= Alfred Ewer =

British trade unionist (1867–1935)

Alfred Ewer (1 May 1867 – 1935) was a British trade unionist.

Ewer was born to Frederick Edward and Elizabeth Ewer in Brighton, where he was baptised at St Nicholas Church in October 1867. By 1891, he was working for the National Telephone Company. Conditions at that branch of the company were worse than elsewhere, so Ewer wrote to Arthur Walker of the Electrical Trades Union (ETU) to ask for help. Walker persuaded him to join the union, and Ewer recruited most of his colleagues, heading a branch of around 30 members.

Walker attempted to negotiate with the National Telephone Company regarding conditions in Brighton, but could not make any progress, so the ETU called a strike. Initially, it seemed the trade unionists had a strong position, but after five weeks, it fell apart, and Ewer was one of only six members still on strike; they were all dismissed. The ETU helped Ewer find alternative employment, and he remained active in the union.
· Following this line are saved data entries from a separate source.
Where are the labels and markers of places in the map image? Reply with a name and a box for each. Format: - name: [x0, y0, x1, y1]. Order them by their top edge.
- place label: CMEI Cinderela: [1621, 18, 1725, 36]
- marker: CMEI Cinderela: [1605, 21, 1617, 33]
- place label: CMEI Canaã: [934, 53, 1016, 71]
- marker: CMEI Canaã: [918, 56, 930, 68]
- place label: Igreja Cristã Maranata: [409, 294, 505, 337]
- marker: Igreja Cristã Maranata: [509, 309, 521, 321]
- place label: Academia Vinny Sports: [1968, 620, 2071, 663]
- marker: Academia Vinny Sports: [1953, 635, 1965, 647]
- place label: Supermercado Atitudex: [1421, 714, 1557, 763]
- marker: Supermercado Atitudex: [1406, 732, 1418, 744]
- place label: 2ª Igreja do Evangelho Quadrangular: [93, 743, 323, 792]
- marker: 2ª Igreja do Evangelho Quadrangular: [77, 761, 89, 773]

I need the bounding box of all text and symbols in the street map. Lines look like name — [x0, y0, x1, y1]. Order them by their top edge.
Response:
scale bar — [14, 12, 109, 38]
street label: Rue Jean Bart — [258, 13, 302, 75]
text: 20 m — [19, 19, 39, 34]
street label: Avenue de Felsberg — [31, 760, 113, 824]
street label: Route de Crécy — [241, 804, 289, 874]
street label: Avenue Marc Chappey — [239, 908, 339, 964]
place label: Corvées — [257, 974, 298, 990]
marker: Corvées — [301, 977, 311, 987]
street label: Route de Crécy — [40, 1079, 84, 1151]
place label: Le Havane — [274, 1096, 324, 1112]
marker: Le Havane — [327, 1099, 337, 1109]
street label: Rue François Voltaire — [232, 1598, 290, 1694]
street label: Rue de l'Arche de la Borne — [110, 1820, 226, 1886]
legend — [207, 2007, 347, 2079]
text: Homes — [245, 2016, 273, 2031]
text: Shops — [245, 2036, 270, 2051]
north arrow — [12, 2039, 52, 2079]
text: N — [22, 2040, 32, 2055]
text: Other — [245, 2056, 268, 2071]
In 1900, Francis Sims, the general secretary of the ETU, resigned after having been caught embezzling funds, and was later sentenced to six months in prison. Ewer stood in the election to replace him and won. Initially, he had little impact, and the union faced a challenge from a breakaway union which Sims attempted to found, but that was dissolved in 1903, and the appointment of Jimmy Rowan as national organiser helped increase membership from 1,000 to 1,500 by 1907.

By 1907, Ewer was in conflict with the Manchester branch of the union, which won a vote to relocate the national office to their city. The branch also objected to Ewer being paid a bonus of £1 for editing each issue of the union journal, Eltradion.

On 1 May 1907, Ewer disappeared, his wife and friends not knowing where he was. It was later discovered that he had emigrated to Australia, and had stolen £144 of union money, making him the third general secretary in a row to embezzle union funds.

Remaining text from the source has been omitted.